Fonder un média au Liban, le maintenir vivant dans la durée et lui donner une fonction sociale claire relève aujourd’hui moins de l’initiative entrepreneuriale que d’un choix éthique. C’est dans cette zone de responsabilité assumée que s’inscrit le parcours de Patricia Bitar Cherfan. À la croisée de l’édition, de la société civile et de la diplomatie culturelle, elle a construit un projet qui refuse la spectacularisation comme la neutralité confortable, pour interroger le rôle réel du média dans un pays traversé par les crises.
Fondatrice et rédactrice en chef de HOMEland Magazine, évolution de HOME Magazine, publication anglophone de référence dédiée au Liban et à sa diaspora, Patricia Bitar Cherfan n’a jamais conçu l’édition comme un simple exercice de style ou une vitrine sociale. Son travail s’inscrit dans une conception exigeante du média comme espace de lien, de dialogue et de responsabilité. À travers HOMEland, elle a progressivement bâti une plateforme éditoriale capable de relier territoires, mémoires et générations, tout en préservant une ligne indépendante, non partisane et inclusive.
Ce projet éditorial, lancé et développé dans un contexte libanais marqué par les crises politiques, économiques et sociales, repose sur une conviction claire : raconter le Liban ne consiste pas à en lisser les fractures, mais à en rendre compte avec justesse, dignité et profondeur. Culture, design, entrepreneuriat, patrimoine, santé, gastronomie, bien-être ou encore engagement citoyen ne sont pas traités comme des rubriques isolées, mais comme les composantes d’un même récit collectif, celui d’un pays qui cherche à se dire autrement.
Au-delà de l’édition, le parcours de Patricia Bitar Cherfan s’inscrit dans une longue histoire d’engagement social et associatif, qui a marqué durablement son approche du leadership, de la transmission et de la participation citoyenne. Ces expériences, inscrites dans le temps long, ont contribué à façonner une vision exigeante du changement social, fondée sur la formation, la culture et la mise en réseau plutôt que sur l’effet d’annonce.
Son rôle à la tête de PiDRAYA, entreprise sociale dédiée aux plateformes culturelles et aux projets à impact sociétal, prolonge cette même logique. Il ne s’agit pas d’un engagement symbolique, mais d’un travail structurel visant à inscrire la culture et les médias dans une économie responsable, capable de conjuguer viabilité, éthique et utilité publique.

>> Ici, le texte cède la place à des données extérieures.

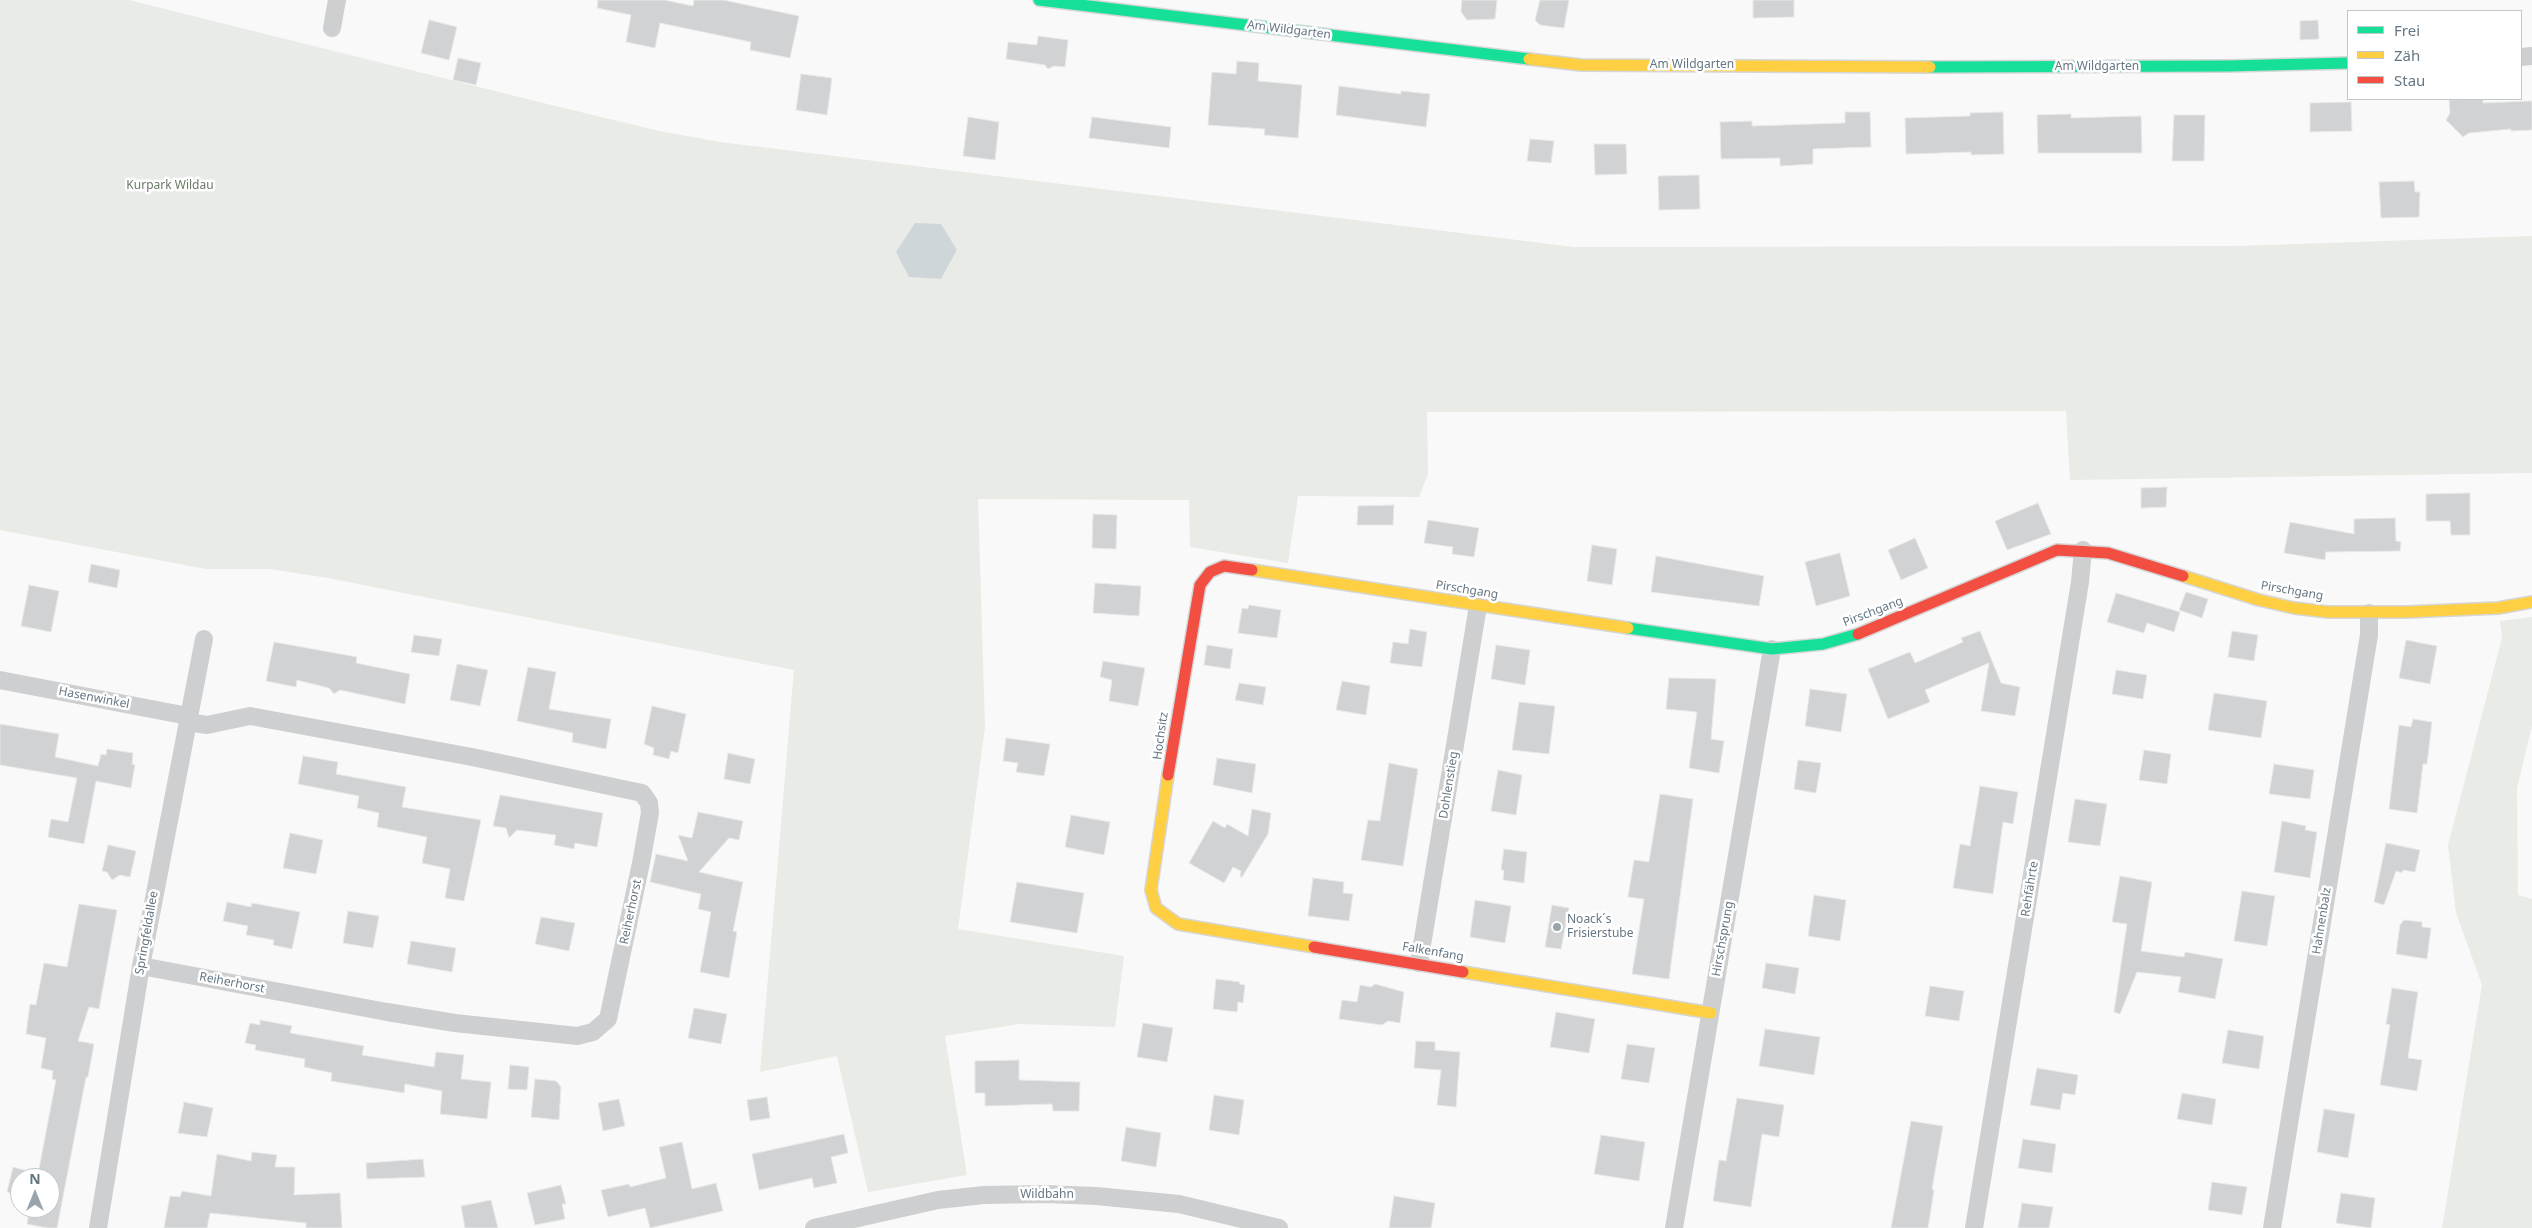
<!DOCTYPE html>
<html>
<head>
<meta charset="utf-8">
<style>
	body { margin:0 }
	#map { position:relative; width:2532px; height:1228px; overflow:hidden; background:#f9f9f9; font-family:"Noto Sans",sans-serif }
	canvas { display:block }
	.legend { position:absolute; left:2347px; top:10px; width:175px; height:90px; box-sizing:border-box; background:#fff; border:1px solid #c1c8cd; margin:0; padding:6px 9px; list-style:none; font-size:15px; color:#657683 }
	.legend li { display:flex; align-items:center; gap:10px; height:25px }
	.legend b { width:25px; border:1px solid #c1c8cd }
	.north { position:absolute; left:10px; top:1168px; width:50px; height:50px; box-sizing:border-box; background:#fff; border:1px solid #c1c8cd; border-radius:50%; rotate:0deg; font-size:14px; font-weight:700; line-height:20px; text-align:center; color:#657683 }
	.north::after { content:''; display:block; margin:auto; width:18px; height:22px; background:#99a4ac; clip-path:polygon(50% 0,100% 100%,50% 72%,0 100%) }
</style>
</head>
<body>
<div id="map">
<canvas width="2532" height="1228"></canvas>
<ul class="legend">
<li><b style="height:6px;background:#16e098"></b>Frei</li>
<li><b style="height:6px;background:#ffcf43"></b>Zäh</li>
<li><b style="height:6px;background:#f24e42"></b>Stau</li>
</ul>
<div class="north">N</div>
</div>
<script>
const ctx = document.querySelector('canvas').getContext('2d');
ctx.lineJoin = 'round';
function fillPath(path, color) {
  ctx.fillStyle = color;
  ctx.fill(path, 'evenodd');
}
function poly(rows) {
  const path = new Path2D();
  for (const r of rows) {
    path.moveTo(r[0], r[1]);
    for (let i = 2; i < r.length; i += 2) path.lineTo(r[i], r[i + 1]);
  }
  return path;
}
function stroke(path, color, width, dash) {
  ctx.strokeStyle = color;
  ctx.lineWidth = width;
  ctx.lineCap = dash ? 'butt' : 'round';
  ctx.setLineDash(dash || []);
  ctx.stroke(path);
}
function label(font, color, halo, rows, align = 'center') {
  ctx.font = font + ' "Noto Sans",sans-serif';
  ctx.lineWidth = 5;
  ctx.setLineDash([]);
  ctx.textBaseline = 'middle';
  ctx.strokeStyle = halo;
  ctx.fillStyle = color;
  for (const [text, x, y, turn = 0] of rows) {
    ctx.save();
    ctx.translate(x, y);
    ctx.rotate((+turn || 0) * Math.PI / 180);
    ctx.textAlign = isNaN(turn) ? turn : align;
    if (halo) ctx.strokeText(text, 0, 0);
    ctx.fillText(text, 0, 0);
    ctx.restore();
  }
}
const green = poly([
	[0,0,129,0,535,101,659,131,720,142,1574,247,2238,246,2532,236,2532,473,2070,480,2066,411,1427,412,1428,474,1419,497,1298,496,1288,563,1190,547,1189,500,978,499,985,727,958,929,1124,956,1115,1027,1019,1024,945,1036,967,1175,868,1192,837,1056,760,1072,794,670,328,578,270,569,206,569,0,530],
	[957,250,941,279,909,277],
	[2532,617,2532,726,2517,788,2518,895,2532,899,2532,1228,2442,1228,2482,985,2456,913,2448,845,2502,638,2500,621]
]);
const water = poly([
	[915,223,941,224,957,250,941,279,909,277,896,252]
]);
const building = poly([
	[598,0,664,0,693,6,694,0,723,0,799,16,790,58,750,50,751,42,660,23,655,48,626,42,631,15,597,8,598,0],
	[1462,0,1497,0,1495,19,1467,20,1461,12,1462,0],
	[1540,0,1569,0,1564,28,1540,25,1535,20,1540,0],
	[1753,0,1794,0,1794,17,1753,18,1753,0],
	[429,20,457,27,449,60,421,53,429,20],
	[2318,20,2319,39,2300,40,2300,21,2318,20],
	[1038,36,1068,40,1065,67,1054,66,1048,69,1045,65,1006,59,1008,42,1037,45,1038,36],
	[458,58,481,63,476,85,453,80,458,58],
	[1237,61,1259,63,1258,81,1302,85,1298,138,1264,135,1265,129,1208,125,1212,72,1236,74,1237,61],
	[801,74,832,78,827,115,796,110,801,74],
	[1339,86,1401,94,1401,91,1430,94,1426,127,1336,115,1339,86],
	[2483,99,2483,103,2532,101,2532,130,2511,131,2511,129,2469,133,2463,137,2446,120,2450,113,2449,100,2483,99],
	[2351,102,2352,131,2310,132,2310,103,2351,102],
	[1845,112,1870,112,1871,147,1813,149,1813,164,1780,166,1780,158,1721,159,1720,122,1752,121,1752,126,1845,123,1845,112],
	[2003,112,2004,154,1971,155,1971,152,1906,154,1905,118,1970,116,1970,113,2003,112],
	[2071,114,2071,118,2141,116,2142,153,2038,153,2037,115,2071,114],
	[2174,115,2205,115,2204,161,2172,161,2174,115],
	[968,117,999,122,995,160,963,156,968,117],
	[1092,117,1171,127,1169,148,1089,138,1092,117],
	[1530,139,1554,141,1551,163,1527,161,1530,139],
	[1594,144,1626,144,1627,174,1595,175,1594,144],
	[1699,175,1700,209,1659,210,1658,176,1699,175],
	[2414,181,2415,192,2420,192,2419,217,2381,218,2379,182,2414,181],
	[2167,487,2166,507,2141,508,2141,488,2167,487],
	[2470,493,2470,535,2451,535,2450,521,2426,521,2426,494,2470,493],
	[2038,503,2051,534,2007,550,1995,521,2038,503],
	[1394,505,1393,525,1357,525,1358,506,1394,505],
	[1093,514,1117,515,1116,549,1092,548,1093,514],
	[2395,518,2396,541,2401,542,2400,551,2326,552,2325,560,2284,553,2290,522,2354,534,2354,519,2395,518],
	[1428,520,1479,528,1474,557,1452,554,1453,547,1424,543,1428,520],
	[1915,538,1928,568,1901,580,1888,550,1915,538],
	[1592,545,1617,549,1612,585,1587,581,1592,545],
	[1840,553,1850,596,1816,606,1805,562,1840,553],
	[1656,556,1764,576,1759,606,1651,592,1656,556],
	[91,564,120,570,117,588,88,582,91,564],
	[1095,583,1141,586,1139,616,1093,613,1095,583],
	[29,585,59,591,51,632,21,626,29,585],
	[2186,592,2208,599,2202,618,2179,610,2186,592],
	[2116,593,2180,612,2174,632,2147,623,2144,633,2107,622,2116,593],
	[1249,605,1281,610,1277,638,1238,633,1242,608,1248,609,1249,605],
	[1410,629,1427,632,1422,667,1390,663,1393,642,1408,644,1410,629],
	[1980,631,2001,683,2020,687,2015,716,1981,711,1989,663,1925,690,1930,702,1888,719,1868,669,1910,652,1915,663,1963,642,1961,638,1980,631],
	[2232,631,2258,635,2254,661,2228,657,2232,631],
	[414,635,442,639,439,656,411,652,414,635],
	[2406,640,2437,646,2430,684,2399,678,2406,640],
	[274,642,357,657,356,663,410,674,405,704,340,690,334,694,329,688,297,680,296,687,266,681,274,642],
	[1207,645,1233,649,1230,669,1204,665,1207,645],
	[1496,645,1530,650,1525,685,1491,679,1496,645],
	[1103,661,1145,668,1138,706,1109,701,1112,680,1100,677,1103,661],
	[457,664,488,670,480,706,450,700,457,664],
	[528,667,556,672,549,709,611,719,606,749,572,742,573,733,517,721,528,667],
	[2116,670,2147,675,2143,699,2112,694,2116,670],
	[1669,678,1716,679,1711,739,1724,741,1719,773,1689,768,1697,712,1666,709,1669,678],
	[1342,681,1370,686,1366,715,1336,710,1342,681],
	[1239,683,1266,687,1263,705,1235,700,1239,683],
	[1810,689,1847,694,1841,732,1805,726,1810,689],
	[2214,693,2267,701,2261,738,2208,730,2214,693],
	[1519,702,1555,706,1549,754,1512,750,1519,702],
	[652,706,686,714,678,753,671,751,669,759,653,755,654,748,644,744,652,706],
	[2413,719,2432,722,2427,764,2423,764,2417,813,2389,809,2399,725,2411,727,2413,719],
	[0,724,59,734,55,757,98,766,101,754,106,755,107,749,133,753,132,764,135,765,131,788,96,781,84,844,48,837,51,819,68,822,77,778,0,765,0,724],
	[1006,738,1050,744,1044,776,1016,772,1018,763,1003,761,1006,738],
	[2144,750,2171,754,2167,784,2139,780,2144,750],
	[728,753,755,759,750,784,724,779,728,753],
	[303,756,338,762,336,774,406,787,402,807,481,820,464,901,445,898,450,869,422,863,427,837,377,827,379,813,357,808,359,796,298,784,303,756],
	[1217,758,1256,764,1252,793,1213,785,1217,758],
	[1798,760,1821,763,1816,793,1794,789,1798,760],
	[1389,763,1418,769,1403,866,1361,860,1368,820,1380,821,1389,763],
	[2274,764,2314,770,2310,799,2269,794,2274,764],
	[1498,770,1522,775,1516,815,1491,811,1498,770],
	[1980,786,2018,792,2013,824,2003,822,1993,894,1953,888,1960,844,1970,846,1980,786],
	[1660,794,1693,799,1669,979,1632,974,1644,899,1628,897,1634,860,1649,862,1660,794],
	[500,795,603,813,597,847,575,843,574,849,554,845,556,835,517,830,509,838,506,828,493,826,500,795],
	[2075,799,2107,804,2100,846,2068,842,2075,799],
	[1252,809,1271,813,1268,834,1242,877,1240,877,1241,871,1233,867,1224,883,1189,863,1213,821,1225,828,1227,824,1248,836,1252,809],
	[698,812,743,821,739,840,729,838,699,872,743,882,733,931,737,932,729,978,700,972,711,912,698,909,701,894,650,882,656,854,688,861,678,835,692,838,698,812],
	[1071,815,1110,822,1104,855,1065,847,1071,815],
	[2282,821,2306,826,2305,830,2317,832,2310,878,2274,872,2282,821],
	[290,833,323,840,316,874,283,868,290,833],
	[2386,843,2420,850,2415,872,2403,870,2402,873,2396,871,2384,905,2374,902,2386,843],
	[108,845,136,851,130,877,120,875,112,880,107,872,102,871,108,845],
	[1504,849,1527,852,1524,883,1503,880,1504,870,1501,870,1504,849],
	[2120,876,2152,882,2141,951,2184,957,2185,952,2223,959,2215,999,2178,992,2181,977,2137,972,2120,1014,2114,1012,2127,924,2112,922,2120,876],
	[1313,878,1344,882,1343,893,1353,894,1349,921,1308,916,1313,878],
	[1017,882,1084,893,1077,933,1010,922,1017,882],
	[2242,891,2275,896,2267,946,2234,941,2242,891],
	[1814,895,1846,900,1840,941,1808,936,1814,895],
	[1475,900,1511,906,1505,943,1470,937,1475,900],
	[227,902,251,907,252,903,300,912,292,949,273,945,274,940,246,935,248,926,223,921,227,902],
	[79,904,117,910,99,1009,89,1007,78,1041,94,1044,88,1077,86,1077,57,1228,47,1228,27,1224,30,1208,50,1208,50,1178,20,1178,20,1196,7,1192,13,1167,38,1174,56,1080,52,1079,53,1071,41,1068,46,1038,26,1034,30,1004,36,1005,44,963,67,967,79,904],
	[1552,905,1569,908,1561,949,1545,947,1552,905],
	[348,911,379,916,373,948,343,943,348,911],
	[541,917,575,923,569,951,535,944,541,917],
	[2404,920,2422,922,2422,927,2431,928,2427,959,2396,954,2400,925,2404,920],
	[411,941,456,948,452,972,407,964,411,941],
	[1766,963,1799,968,1795,994,1762,988,1766,963],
	[1216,979,1240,982,1239,984,1245,985,1243,1003,1238,1002,1237,1012,1213,1009,1216,979],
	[1375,984,1404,992,1400,1023,1388,1021,1382,1025,1339,1019,1342,1000,1357,1002,1360,985,1371,987,1375,984],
	[1930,986,1964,991,1959,1021,1925,1016,1930,986],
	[2392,988,2418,992,2408,1058,2422,1060,2417,1091,2380,1085,2390,1025,2386,1024,2392,988],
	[694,1008,727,1014,721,1044,688,1038,694,1008],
	[1556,1012,1595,1019,1589,1053,1550,1047,1556,1012],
	[260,1020,292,1026,290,1033,364,1046,362,1055,434,1067,436,1052,464,1055,461,1079,491,1082,487,1119,440,1114,442,1091,405,1084,404,1093,331,1081,332,1073,304,1067,305,1059,255,1050,256,1045,245,1043,250,1023,260,1025,260,1020],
	[1143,1023,1173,1028,1167,1062,1137,1057,1143,1023],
	[1765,1029,1820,1037,1814,1075,1759,1066,1765,1029],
	[2228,1030,2264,1036,2259,1069,2222,1063,2228,1030],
	[1416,1041,1435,1042,1435,1050,1460,1052,1456,1107,1437,1105,1441,1070,1414,1068,1416,1041],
	[1627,1044,1655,1048,1649,1083,1621,1079,1627,1044],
	[1019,1060,1019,1080,1080,1082,1079,1111,1053,1111,1052,1104,985,1106,985,1093,975,1093,975,1061,1019,1060],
	[510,1065,529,1067,527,1090,508,1089,510,1065],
	[2037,1068,2078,1075,2075,1095,2063,1093,2060,1110,2030,1105,2037,1068],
	[535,1079,556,1081,561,1087,559,1120,531,1117,535,1079],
	[2182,1093,2216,1099,2212,1125,2177,1119,2182,1093],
	[1214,1095,1244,1100,1239,1135,1209,1130,1214,1095],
	[767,1097,770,1118,750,1121,747,1100,767,1097],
	[1737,1098,1784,1105,1779,1137,1762,1134,1751,1207,1713,1201,1719,1160,1726,1161,1737,1098],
	[619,1099,625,1126,603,1131,598,1103,619,1099],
	[184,1102,213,1108,207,1137,178,1133,184,1102],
	[2324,1109,2355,1114,2348,1158,2317,1152,2324,1109],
	[1911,1121,1943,1126,1932,1189,1934,1190,1928,1228,1891,1228,1911,1121],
	[1126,1127,1161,1133,1156,1167,1121,1161,1126,1127],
	[844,1134,848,1153,831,1157,837,1183,814,1188,812,1178,759,1190,752,1154,844,1134],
	[1601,1135,1645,1142,1639,1181,1594,1174,1601,1135],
	[2023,1139,2056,1144,2052,1173,2018,1168,2023,1139],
	[682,1142,692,1189,716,1183,723,1211,650,1228,645,1208,608,1217,601,1190,629,1184,630,1187,666,1178,659,1147,682,1142],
	[252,1152,277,1155,275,1167,295,1167,294,1195,340,1193,342,1228,306,1228,306,1223,210,1213,207,1228,164,1228,170,1196,180,1197,182,1191,211,1196,217,1154,251,1161,252,1152],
	[423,1159,425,1177,367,1179,366,1163,423,1159],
	[2212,1182,2247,1187,2242,1215,2208,1210,2212,1182],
	[561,1185,566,1204,562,1204,565,1219,535,1225,527,1193,561,1185],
	[2341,1193,2375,1198,2371,1228,2336,1223,2341,1193],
	[1394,1196,1435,1203,1431,1228,1389,1228,1394,1196],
	[491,1200,498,1228,465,1228,461,1206,491,1200],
	[2022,1203,2053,1207,2049,1228,2018,1228,2022,1203]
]);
const street = poly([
	[332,28,337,0],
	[2521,57,2532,56],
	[0,680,188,716],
	[1419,963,1478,606],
	[141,966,387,1012,455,1023,577,1036,593,1032,608,1019,641,863,650,813,649,803,642,793,472,757,250,716,207,725,187,722],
	[98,1228,141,966,204,639],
	[814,1228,938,1200,984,1195,1046,1194,1096,1196,1179,1204,1279,1228],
	[1674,1228,1772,649],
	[1974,1228,2080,582,2083,550],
	[2272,1228,2369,635,2369,613]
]);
const fast = poly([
	[1039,0,1529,59],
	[1930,67,2228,66,2348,63],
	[1628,628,1772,649,1823,644,1858,634]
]);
const slow = poly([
	[1529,59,1581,65,1930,67],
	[1252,570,1628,628],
	[2183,576,2259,600,2294,608,2328,612,2407,612,2498,608,2532,602],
	[1168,775,1151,890,1156,908,1178,924,1314,947],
	[1463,972,1711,1013]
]);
const jam = poly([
	[1858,634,2057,550,2108,553,2183,576],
	[1168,775,1200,585,1210,572,1224,566,1252,570],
	[1314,947,1463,972]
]);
const markers = [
	[1557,927,5,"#99a4ac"]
];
const streetNames = [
	["Am Wildgarten",1289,30,7],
	["Am Wildgarten",1692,65],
	["Am Wildgarten",2097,67],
	["Pirschgang",1467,590,9],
	["Pirschgang",2292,591,10],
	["Pirschgang",1873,612,-21],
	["Hasenwinkel",94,698,11],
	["Hochsitz",1161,736,-82],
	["Dohlenstieg",1449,785,-81],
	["Rehfährte",2030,889,-81],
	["Reiherhorst",631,912,-78],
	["Hahnenbalz",2322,921,-81],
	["Springfeldallee",147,933,-80],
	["Hirschsprung",1723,939,-80],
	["Falkenfang",1433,952,10],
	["Reiherhorst",232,983,11],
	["Wildbahn",1047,1195]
];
const parkNames = [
	["Kurpark Wildau",170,186]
];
const poiNames = [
	["Noack´s",1567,920],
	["Frisierstube",1567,934]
];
fillPath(green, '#e8ebe6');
fillPath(water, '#ced6d9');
fillPath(building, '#d0d2d3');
stroke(building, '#e8e8e8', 1);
stroke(fast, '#d5d6d7', 14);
stroke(slow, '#d5d6d7', 14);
stroke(jam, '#d5d6d7', 14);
stroke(street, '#cecfd0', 18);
stroke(fast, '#16e098', 11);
stroke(slow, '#ffcf43', 11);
stroke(jam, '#f24e42', 11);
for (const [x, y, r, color] of markers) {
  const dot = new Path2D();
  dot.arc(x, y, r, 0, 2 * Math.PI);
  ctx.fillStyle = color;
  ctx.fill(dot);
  stroke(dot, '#fff', 2);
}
label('12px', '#657683', '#fff', streetNames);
label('12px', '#687a64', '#fff', parkNames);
label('12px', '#657683', '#fff', poiNames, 'left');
</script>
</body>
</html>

Reconnue par plusieurs institutions académiques et internationales pour son action, Patricia Bitar Cherfan incarne une forme de leadership discret mais déterminé. Son expertise, qui couvre l’édition, l’entrepreneuriat social, la diplomatie culturelle et le plaidoyer citoyen, s’accompagne d’une rare capacité à évoluer entre différents espaces : celui des médias, des institutions, de la société civile et de la diaspora libanaise. Cette transversalité constitue l’un des fondements de sa crédibilité et de la durabilité de ses projets.
Ce qui distingue son parcours, enfin, tient à une posture profondément humaniste. Défendre l’égalité des chances, promouvoir la voix des femmes, valoriser la diversité culturelle et refuser toute lecture partisane du réel ne relèvent pas chez elle d’un discours militant convenu, mais d’une pratique quotidienne. Une pratique qui s’exprime autant dans les choix éditoriaux que dans les collaborations, les partenariats et les causes soutenues.
Dans un paysage médiatique souvent fragilisé par la précarité économique et la polarisation, Patricia Bitar Cherfan rappelle que l’édition peut encore être un acte de responsabilité civique. Que raconter, transmettre et relier constituent, en soi, des formes de résistance douce mais essentielles. Et que la culture, lorsqu’elle est pensée comme un bien commun, demeure l’un des derniers espaces capables de retisser du sens.